# Wellington's Victory or 1812 Overture?



## SuperGalaxy (Jul 30, 2015)

Two similarly themed composition from two great composers (Beethoven and Tchaikovsky, of course). Both tell the story of a battle, both have cannons and national anthems and a lenght around 15 minutes. Which one do you think is the better?

For reference here is a recording of the Beethoven one...





...and the 1812 Overture by Tchaikovsky.





I'm a big fan of Tchaikovsky and his overture has a very special meaning for me, so I would definitely go with that one. On the other hand I don't know Beethoven's work nearly as well and I'm biased quite a bit. All in all, I'm very curious about your opinions.


----------



## Weston (Jul 11, 2008)

1812 Overture by light years.

I'm not even a big fan of Tchaikovsky and though I _am_ huge fan of Beethoven, I think old Ludwig was pulling the wool over our eyes with Wellington's Victory. I can find no redeeming qualities in it. It isn't remotely representative of Beethoven.


----------



## Art Rock (Nov 28, 2009)

Tchaikovsky, by far.


----------



## Pugg (Aug 8, 2014)

This one for me: in order as mentioned on CD


----------



## SixFootScowl (Oct 17, 2011)

Pugg said:


> This one for me: in order as mentioned on CD


I have it. Absolutely wonderful recording. No preference of order, so I'll listen in the order the tracks are on the album.


----------



## elgar's ghost (Aug 8, 2010)

1812 easily - the Beethoven is seriously thin gruel in comparison. Appropriately dedicated to the Prince Regent who didn't deserve anything of more substance in any case.


----------



## Foodlover79 (Aug 8, 2015)

As far as I know, Beethoven composed Wellington's Victory overture to be played with some strange device, called the 'panharmonicon'. I don't know if there is still one of these organ-like things. Regarding the opus itself, it sounds like a circumstance work, without much meaning now IMHO.


----------



## Skilmarilion (Apr 6, 2013)

The opening couple of minutes of 1812 are surprisingly beautiful -- surprising because of the reputation of the piece, but hardly surprising given that it is Tchaikovsky after all.


----------



## Lucifer Saudade (May 19, 2015)

Beethoven once said that even what he ***** is better then anything I've ever wrote. I fully agree with him. Except in this case - my **** is definitely better then this wellington abomination! 

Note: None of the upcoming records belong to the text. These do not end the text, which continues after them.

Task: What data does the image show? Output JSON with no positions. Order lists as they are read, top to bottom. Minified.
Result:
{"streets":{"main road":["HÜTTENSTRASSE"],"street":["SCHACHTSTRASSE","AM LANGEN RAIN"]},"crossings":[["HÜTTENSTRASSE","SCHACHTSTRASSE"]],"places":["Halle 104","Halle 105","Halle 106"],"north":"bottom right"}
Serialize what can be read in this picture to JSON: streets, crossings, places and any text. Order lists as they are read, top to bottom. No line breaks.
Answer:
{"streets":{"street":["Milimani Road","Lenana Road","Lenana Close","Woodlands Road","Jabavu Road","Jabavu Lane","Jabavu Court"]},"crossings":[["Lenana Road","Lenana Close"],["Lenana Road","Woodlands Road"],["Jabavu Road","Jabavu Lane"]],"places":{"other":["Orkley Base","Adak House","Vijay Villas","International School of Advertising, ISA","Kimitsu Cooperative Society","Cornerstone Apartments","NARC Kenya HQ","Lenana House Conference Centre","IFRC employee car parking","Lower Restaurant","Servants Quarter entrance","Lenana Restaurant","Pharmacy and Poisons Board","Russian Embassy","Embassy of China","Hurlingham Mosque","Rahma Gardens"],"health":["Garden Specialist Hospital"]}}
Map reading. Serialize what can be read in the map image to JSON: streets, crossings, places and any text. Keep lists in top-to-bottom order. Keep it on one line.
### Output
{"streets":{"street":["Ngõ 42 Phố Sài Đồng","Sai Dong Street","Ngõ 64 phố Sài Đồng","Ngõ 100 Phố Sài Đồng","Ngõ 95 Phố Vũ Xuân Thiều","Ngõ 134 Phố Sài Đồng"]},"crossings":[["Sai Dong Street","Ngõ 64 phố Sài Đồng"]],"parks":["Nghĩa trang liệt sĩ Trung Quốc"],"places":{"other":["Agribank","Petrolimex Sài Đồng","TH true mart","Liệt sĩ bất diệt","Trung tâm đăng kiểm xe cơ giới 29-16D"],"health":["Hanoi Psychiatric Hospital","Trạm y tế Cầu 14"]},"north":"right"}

The audience at the time ate it up of course - it just tells you, some things are always the same


----------



## brotagonist (Jul 11, 2013)

I've never heard Wellington's Overture, but the 1812 Overture is one of the first few dozen common practice classical pieces I ever got back in the '70s on LP. For many years it, and whatever else filled out the cassette, were the only pieces I ever heard by Tchaikovsky (I only got the 6 Symphonies in the '90s). I really should get a CD copy of the 1812 one of these days


----------



## Mahlerian (Nov 27, 2012)

1812 Overture is light, silly fun. Not great music, but certainly enjoyable if heard once every several years.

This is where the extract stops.